Scan the entries for the word "bottom" and return every line that has it.
--*--
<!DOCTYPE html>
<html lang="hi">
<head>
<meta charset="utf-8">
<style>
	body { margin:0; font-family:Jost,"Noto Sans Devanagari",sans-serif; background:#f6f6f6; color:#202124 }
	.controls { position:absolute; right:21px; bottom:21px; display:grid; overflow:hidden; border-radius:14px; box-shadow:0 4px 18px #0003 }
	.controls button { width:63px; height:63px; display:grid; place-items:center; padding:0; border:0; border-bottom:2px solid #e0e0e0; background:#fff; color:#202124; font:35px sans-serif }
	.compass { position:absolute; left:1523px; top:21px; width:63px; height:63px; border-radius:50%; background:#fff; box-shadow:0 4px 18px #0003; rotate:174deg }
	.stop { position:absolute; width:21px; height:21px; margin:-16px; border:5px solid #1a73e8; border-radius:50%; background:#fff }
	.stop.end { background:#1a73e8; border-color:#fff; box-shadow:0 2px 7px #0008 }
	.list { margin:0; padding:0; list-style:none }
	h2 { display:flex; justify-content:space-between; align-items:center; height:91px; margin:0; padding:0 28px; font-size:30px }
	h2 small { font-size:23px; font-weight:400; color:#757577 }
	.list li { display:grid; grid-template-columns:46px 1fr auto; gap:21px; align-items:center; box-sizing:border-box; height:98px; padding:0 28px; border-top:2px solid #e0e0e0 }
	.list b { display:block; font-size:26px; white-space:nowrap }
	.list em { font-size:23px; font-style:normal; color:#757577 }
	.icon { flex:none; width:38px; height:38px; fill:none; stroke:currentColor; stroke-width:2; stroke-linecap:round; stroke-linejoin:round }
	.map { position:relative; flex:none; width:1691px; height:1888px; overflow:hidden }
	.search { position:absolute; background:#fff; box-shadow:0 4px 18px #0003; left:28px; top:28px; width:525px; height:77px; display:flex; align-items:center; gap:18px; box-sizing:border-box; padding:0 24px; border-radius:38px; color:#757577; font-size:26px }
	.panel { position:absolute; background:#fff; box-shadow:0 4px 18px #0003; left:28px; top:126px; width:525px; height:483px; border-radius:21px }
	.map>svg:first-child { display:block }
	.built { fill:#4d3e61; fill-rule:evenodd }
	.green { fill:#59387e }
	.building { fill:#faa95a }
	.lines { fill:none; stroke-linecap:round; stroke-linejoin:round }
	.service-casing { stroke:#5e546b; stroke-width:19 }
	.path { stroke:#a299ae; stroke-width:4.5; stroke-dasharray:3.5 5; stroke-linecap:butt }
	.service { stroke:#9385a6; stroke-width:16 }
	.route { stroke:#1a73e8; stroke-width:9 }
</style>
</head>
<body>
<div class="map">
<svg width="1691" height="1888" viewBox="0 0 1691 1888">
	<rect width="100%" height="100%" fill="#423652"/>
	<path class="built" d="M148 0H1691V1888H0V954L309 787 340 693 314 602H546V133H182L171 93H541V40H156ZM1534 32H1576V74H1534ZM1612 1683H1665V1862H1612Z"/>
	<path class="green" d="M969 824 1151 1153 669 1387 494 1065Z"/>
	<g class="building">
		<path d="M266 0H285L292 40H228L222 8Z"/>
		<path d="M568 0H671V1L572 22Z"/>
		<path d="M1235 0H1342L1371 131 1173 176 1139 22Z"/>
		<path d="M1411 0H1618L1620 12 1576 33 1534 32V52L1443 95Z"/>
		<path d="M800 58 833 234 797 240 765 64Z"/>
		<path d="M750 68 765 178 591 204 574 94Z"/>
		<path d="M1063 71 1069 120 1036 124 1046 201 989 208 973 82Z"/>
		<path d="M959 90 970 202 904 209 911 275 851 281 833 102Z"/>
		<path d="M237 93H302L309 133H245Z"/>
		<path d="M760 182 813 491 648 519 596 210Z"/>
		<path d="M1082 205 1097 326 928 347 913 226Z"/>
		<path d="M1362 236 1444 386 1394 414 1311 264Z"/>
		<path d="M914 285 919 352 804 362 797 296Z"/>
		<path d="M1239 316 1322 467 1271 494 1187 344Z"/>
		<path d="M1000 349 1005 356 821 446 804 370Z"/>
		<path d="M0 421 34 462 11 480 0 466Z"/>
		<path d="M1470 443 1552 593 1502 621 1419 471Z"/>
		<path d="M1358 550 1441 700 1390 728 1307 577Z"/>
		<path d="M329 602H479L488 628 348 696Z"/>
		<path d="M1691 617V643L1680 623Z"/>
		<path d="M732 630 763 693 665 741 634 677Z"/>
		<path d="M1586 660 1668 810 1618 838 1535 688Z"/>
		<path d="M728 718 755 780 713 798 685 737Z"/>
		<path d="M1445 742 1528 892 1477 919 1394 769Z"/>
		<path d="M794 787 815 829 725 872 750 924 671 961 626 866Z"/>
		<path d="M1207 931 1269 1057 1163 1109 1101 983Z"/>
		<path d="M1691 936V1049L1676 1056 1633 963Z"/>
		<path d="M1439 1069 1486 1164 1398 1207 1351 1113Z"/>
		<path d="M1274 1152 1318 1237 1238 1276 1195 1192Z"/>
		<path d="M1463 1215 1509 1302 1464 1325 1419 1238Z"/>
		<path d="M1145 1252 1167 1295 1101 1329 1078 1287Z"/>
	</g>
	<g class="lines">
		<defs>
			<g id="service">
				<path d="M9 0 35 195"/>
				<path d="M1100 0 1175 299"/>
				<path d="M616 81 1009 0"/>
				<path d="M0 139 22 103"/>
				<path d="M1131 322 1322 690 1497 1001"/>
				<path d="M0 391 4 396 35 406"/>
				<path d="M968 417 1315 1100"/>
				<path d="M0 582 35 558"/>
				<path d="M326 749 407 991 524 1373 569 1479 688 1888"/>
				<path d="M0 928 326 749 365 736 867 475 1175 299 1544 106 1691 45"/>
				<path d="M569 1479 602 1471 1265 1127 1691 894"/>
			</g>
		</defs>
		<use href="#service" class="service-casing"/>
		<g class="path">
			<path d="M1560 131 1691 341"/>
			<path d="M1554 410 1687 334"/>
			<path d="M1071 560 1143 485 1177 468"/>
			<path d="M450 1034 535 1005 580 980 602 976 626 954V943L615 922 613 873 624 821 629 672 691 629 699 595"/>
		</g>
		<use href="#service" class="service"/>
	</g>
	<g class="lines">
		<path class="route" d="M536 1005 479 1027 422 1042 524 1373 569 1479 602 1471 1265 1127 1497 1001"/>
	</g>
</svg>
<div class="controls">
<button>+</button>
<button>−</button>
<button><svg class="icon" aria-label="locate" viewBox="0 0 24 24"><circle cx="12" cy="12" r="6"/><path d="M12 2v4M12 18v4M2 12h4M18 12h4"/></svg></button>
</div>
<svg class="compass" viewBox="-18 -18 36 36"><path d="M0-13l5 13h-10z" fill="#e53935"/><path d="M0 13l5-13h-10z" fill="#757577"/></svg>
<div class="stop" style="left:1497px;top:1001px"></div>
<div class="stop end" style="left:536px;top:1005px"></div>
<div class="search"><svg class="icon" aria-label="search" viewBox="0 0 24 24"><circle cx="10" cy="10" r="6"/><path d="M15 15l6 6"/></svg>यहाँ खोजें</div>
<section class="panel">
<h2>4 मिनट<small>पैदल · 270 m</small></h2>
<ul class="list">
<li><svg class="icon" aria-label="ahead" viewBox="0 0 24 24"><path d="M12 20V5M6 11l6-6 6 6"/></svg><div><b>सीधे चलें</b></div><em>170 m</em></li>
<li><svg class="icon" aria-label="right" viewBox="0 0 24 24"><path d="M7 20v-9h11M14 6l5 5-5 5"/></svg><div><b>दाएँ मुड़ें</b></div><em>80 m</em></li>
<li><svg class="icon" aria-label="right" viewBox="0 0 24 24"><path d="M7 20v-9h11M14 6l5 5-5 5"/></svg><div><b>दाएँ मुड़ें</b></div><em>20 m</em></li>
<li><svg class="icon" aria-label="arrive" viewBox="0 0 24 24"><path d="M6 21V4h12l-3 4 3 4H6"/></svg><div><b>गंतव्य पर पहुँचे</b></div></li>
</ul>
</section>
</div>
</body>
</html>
--*--
* _ANSWER BELOW_
	.controls { position:absolute; right:21px; bottom:21px; display:grid; overflow:hidden; border-radius:14px; box-shadow:0 4px 18px #0003 }
	.controls button { width:63px; height:63px; display:grid; place-items:center; padding:0; border:0; border-bottom:2px solid #e0e0e0; background:#fff; color:#202124; font:35px sans-serif }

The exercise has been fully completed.